* Brief *
If an entry holds a picture, drop the picture and restate the rest word for word.
***** Material for this exercise
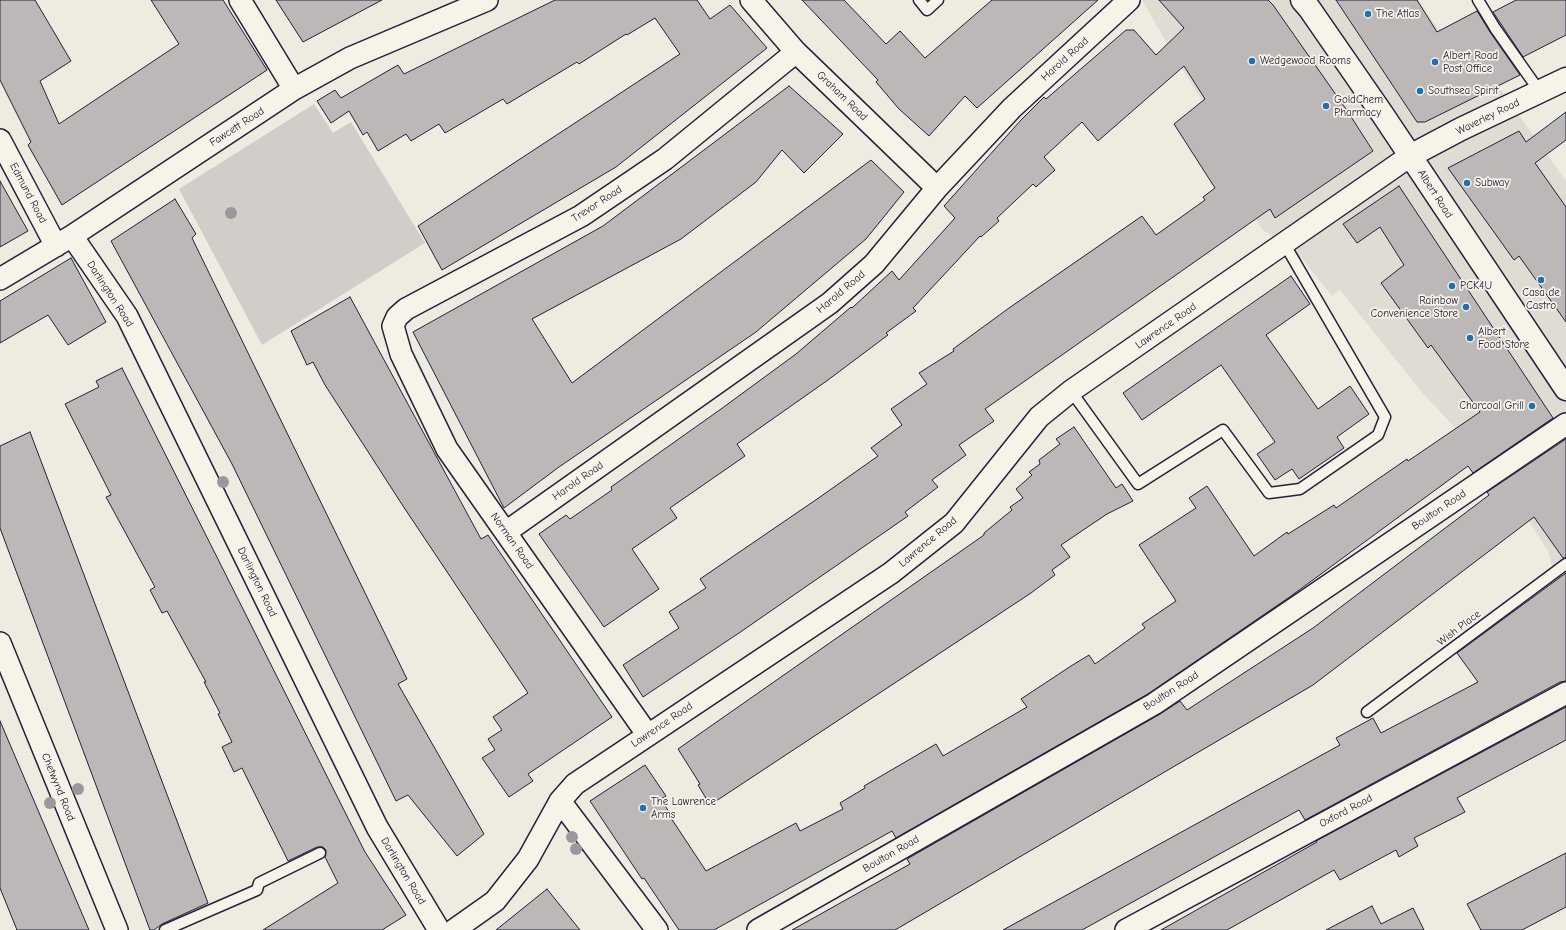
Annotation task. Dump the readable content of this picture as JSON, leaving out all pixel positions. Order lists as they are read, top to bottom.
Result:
{
  "streets": {
    "main road": ["Waverley Road", "Albert Road"],
    "street": [
      "Harold Road",
      "Graham Road",
      "Fawcett Road",
      "Edmund Road",
      "Trevor Road",
      "Darlington Road",
      "Lawrence Road",
      "Boulton Road",
      "Norman Road",
      "Chetwynd Road",
      "Oxford Road"
    ],
    "lane": ["Wish Place"]
  },
  "crossings": [
    ["Harold Road", "Graham Road"],
    ["Harold Road", "Norman Road"],
    ["Graham Road", "Trevor Road"],
    ["Waverley Road", "Albert Road"],
    ["Waverley Road", "Lawrence Road"],
    ["Fawcett Road", "Edmund Road"],
    ["Fawcett Road", "Darlington Road"],
    ["Edmund Road", "Darlington Road"],
    ["Albert Road", "Lawrence Road"],
    ["Trevor Road", "Norman Road"],
    ["Lawrence Road", "Norman Road"]
  ],
  "places": [
    "The Atlas",
    "Wedgewood Rooms",
    "Albert Road Post Office",
    "Southsea Spirit",
    "GoldChem Pharmacy",
    "Subway",
    "Casa de Castro",
    "PCK4U",
    "Rainbow Convenience Store",
    "Albert Food Store",
    "Charcoal Grill",
    "The Lawrence Arms"
  ]
}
**********
* Answer to this problem *
Annotation task. Dump the readable content of this picture as JSON, leaving out all pixel positions. Order lists as they are read, top to bottom.
Result:
{
  "streets": {
    "main road": ["Waverley Road", "Albert Road"],
    "street": [
      "Harold Road",
      "Graham Road",
      "Fawcett Road",
      "Edmund Road",
      "Trevor Road",
      "Darlington Road",
      "Lawrence Road",
      "Boulton Road",
      "Norman Road",
      "Chetwynd Road",
      "Oxford Road"
    ],
    "lane": ["Wish Place"]
  },
  "crossings": [
    ["Harold Road", "Graham Road"],
    ["Harold Road", "Norman Road"],
    ["Graham Road", "Trevor Road"],
    ["Waverley Road", "Albert Road"],
    ["Waverley Road", "Lawrence Road"],
    ["Fawcett Road", "Edmund Road"],
    ["Fawcett Road", "Darlington Road"],
    ["Edmund Road", "Darlington Road"],
    ["Albert Road", "Lawrence Road"],
    ["Trevor Road", "Norman Road"],
    ["Lawrence Road", "Norman Road"]
  ],
  "places": [
    "The Atlas",
    "Wedgewood Rooms",
    "Albert Road Post Office",
    "Southsea Spirit",
    "GoldChem Pharmacy",
    "Subway",
    "Casa de Castro",
    "PCK4U",
    "Rainbow Convenience Store",
    "Albert Food Store",
    "Charcoal Grill",
    "The Lawrence Arms"
  ]
}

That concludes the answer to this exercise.